Rappresentazione in evidenza di una persona, un oggetto, una situazione, un’azione, un avvenimento.
Una singolare concentrazione di tale procedimento si riscontra nel capitolo VIII del romanzo I Promessi Sposi, dedicato alla “notte degl’imbrogli e de’ sotterfugi”. Infatti se ne contano quattro occorrenze: nelle sequenze del matrimonio per sorpresa; della fuga dei bravi dalla casa di Lucia; dell’accorrere di Perpetua e Agnese, richiamate dall’urlo rispettivamente di don Abbondio e di Menico; dell’intervento della folla.

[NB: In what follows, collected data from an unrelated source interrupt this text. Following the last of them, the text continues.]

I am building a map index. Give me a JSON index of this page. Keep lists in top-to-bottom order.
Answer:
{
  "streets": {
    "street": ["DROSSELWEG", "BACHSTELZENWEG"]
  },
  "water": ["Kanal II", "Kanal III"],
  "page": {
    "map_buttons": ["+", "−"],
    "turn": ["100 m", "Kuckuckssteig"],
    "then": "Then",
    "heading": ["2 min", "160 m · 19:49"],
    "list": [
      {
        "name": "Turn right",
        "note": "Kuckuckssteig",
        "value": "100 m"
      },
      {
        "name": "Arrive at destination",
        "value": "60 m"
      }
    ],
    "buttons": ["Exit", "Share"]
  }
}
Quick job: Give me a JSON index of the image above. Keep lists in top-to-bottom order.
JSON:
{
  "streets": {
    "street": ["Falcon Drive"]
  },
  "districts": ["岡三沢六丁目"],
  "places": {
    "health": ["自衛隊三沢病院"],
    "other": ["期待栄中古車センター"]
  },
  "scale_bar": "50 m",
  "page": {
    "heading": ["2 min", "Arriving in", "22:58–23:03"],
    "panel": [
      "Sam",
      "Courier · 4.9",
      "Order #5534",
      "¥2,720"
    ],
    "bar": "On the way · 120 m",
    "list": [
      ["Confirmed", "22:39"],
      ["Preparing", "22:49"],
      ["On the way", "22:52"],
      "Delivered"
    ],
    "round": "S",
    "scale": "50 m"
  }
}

Ecco l’estratto relativo alla prima: “Don Abbondio, lasciando cader la carta, aveva già afferrata e alzata, con la mancina, la lucerna, ghermito, con la diritta, il tappeto del tavolino e tiratolo a sé, con furia, buttando in terra libro, carta, calamaio e polverino; e, balzando tra la seggiola e il tavolino, s’era avvicinato a Lucia […] Le aveva buttato sgarbatamente il tappeto sulla testa e sul viso, per impedirle di pronunziare intera la formola. E subito, lasciata cader la lucerna che teneva nell’altra mano, s’aiutò anche con quella a imbacuccarla col tappeto, che quasi la soffogava; e intanto gridava quanto n’aveva in canna: ‘Perpetua! Perpetua! tradimento! aiuto!’”.
Secondo Pierre Fontanier, “l’ipotipòsi dipinge le cose in una maniera così viva e così energica, che ce le pone in qualche modo sotto gli occhi e fa di un racconto o di una descrizione, un’immagine, un quadro o addirittura una scena dal vivo” (Les figures du discours, 1991, p. 390, riportato in Olivier Reboul, Introduzione alla retorica, Il Mulino, 1996, p. 174).

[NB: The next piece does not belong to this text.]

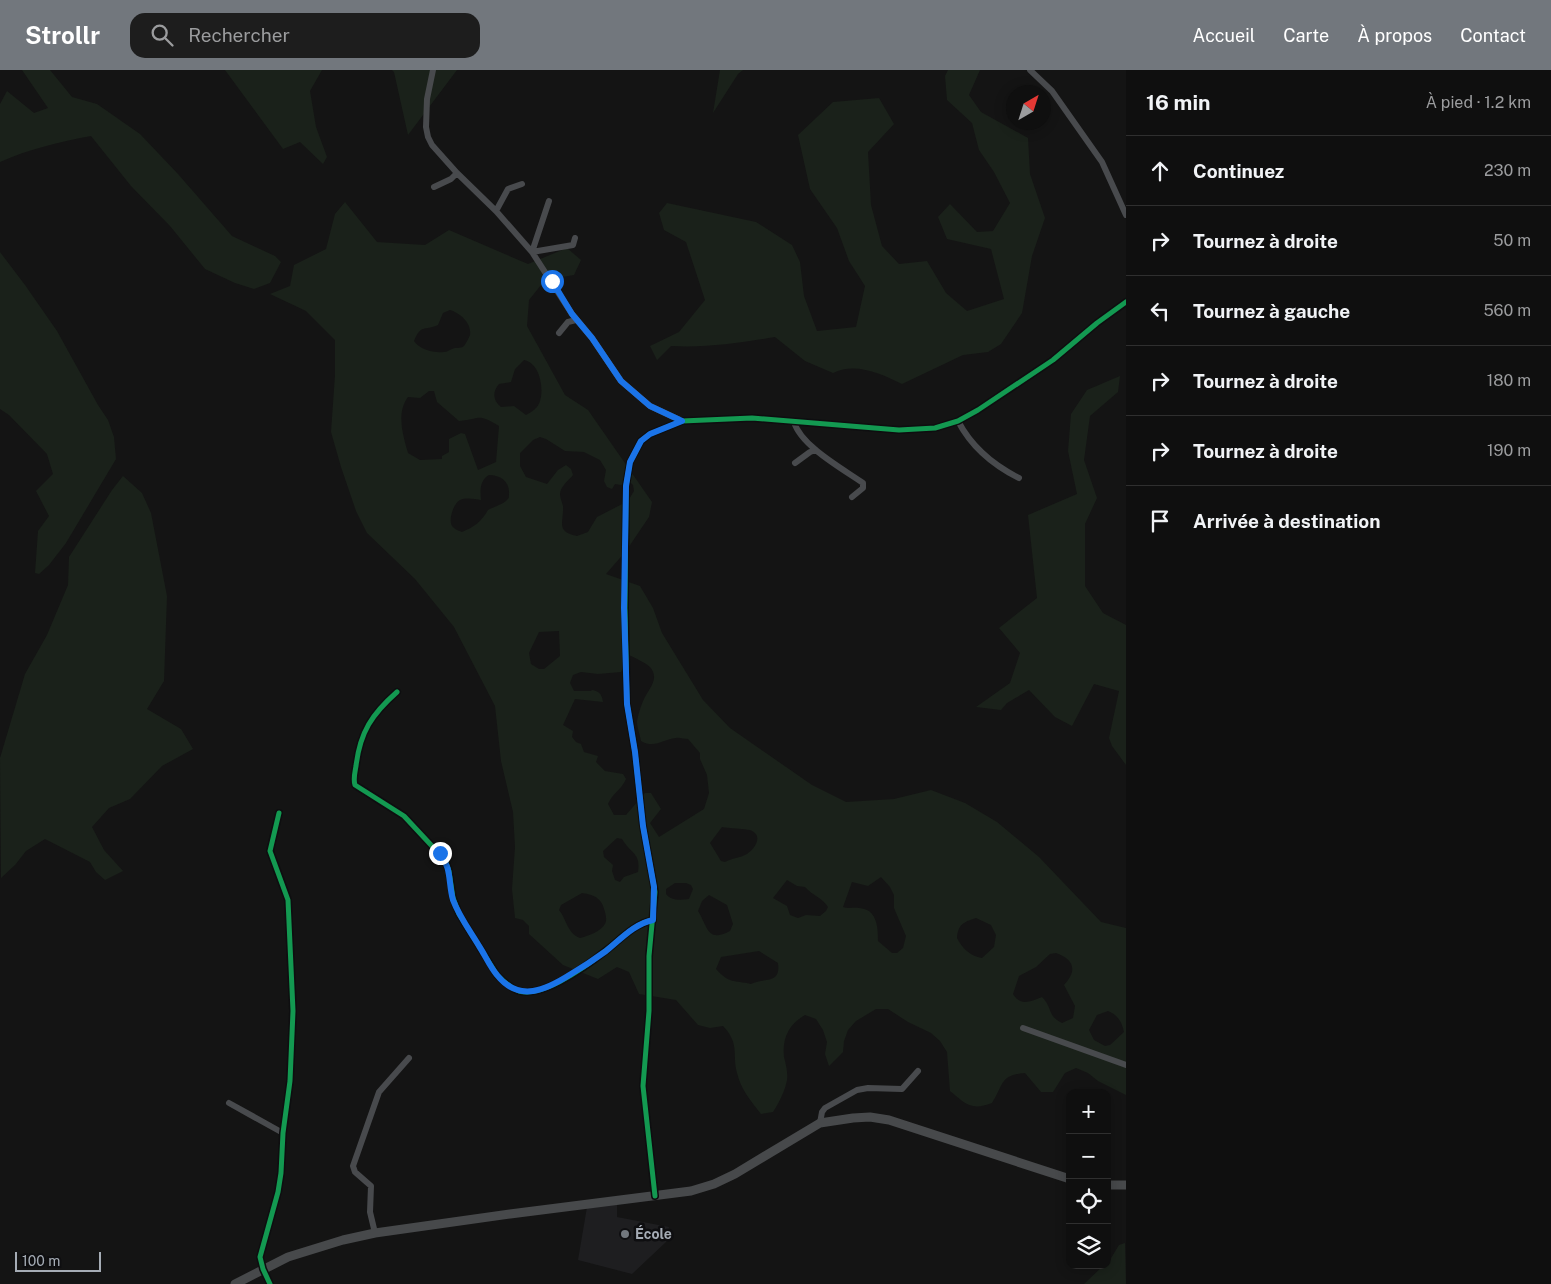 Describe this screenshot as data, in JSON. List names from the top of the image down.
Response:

Può succedere, seguendo il criterio sensoriale, ossia registrando i dati che emergono attraverso i sensi, in particolare le sensazioni visive. Si crea quindi un effetto di realtà e al destinatario sembra di trovarsi davanti a quanto viene rappresentato. Un simile fenomeno si verifica non solo in letteratura, ma pure nella comunicazione politica.

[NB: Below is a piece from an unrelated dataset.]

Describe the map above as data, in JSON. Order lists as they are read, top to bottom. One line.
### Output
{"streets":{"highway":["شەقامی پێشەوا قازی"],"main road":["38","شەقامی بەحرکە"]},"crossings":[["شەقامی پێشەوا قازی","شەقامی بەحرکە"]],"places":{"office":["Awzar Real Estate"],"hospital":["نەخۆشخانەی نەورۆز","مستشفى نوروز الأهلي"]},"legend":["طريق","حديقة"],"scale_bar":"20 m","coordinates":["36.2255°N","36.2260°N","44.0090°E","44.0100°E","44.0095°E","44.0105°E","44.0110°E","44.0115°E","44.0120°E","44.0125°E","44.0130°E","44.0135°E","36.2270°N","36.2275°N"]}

L’esempio che si propone è ricavato da un discorso di Richard Nixon: “Se guardiamo l’America oggi, vediamo città avvolte in fumo e fiamme. Sentiamo il suono delle sirene per tutta la notte. Vediamo gli americani morire in campi di battaglia all’estero. Vediamo gli americani odiarsi l’un con l’altro, litigare e uccidersi a casa” (Riportato in Klaus Davi, I conta balle. Le menzogne per vincere in politica, Marsilio, 2005, p. 39).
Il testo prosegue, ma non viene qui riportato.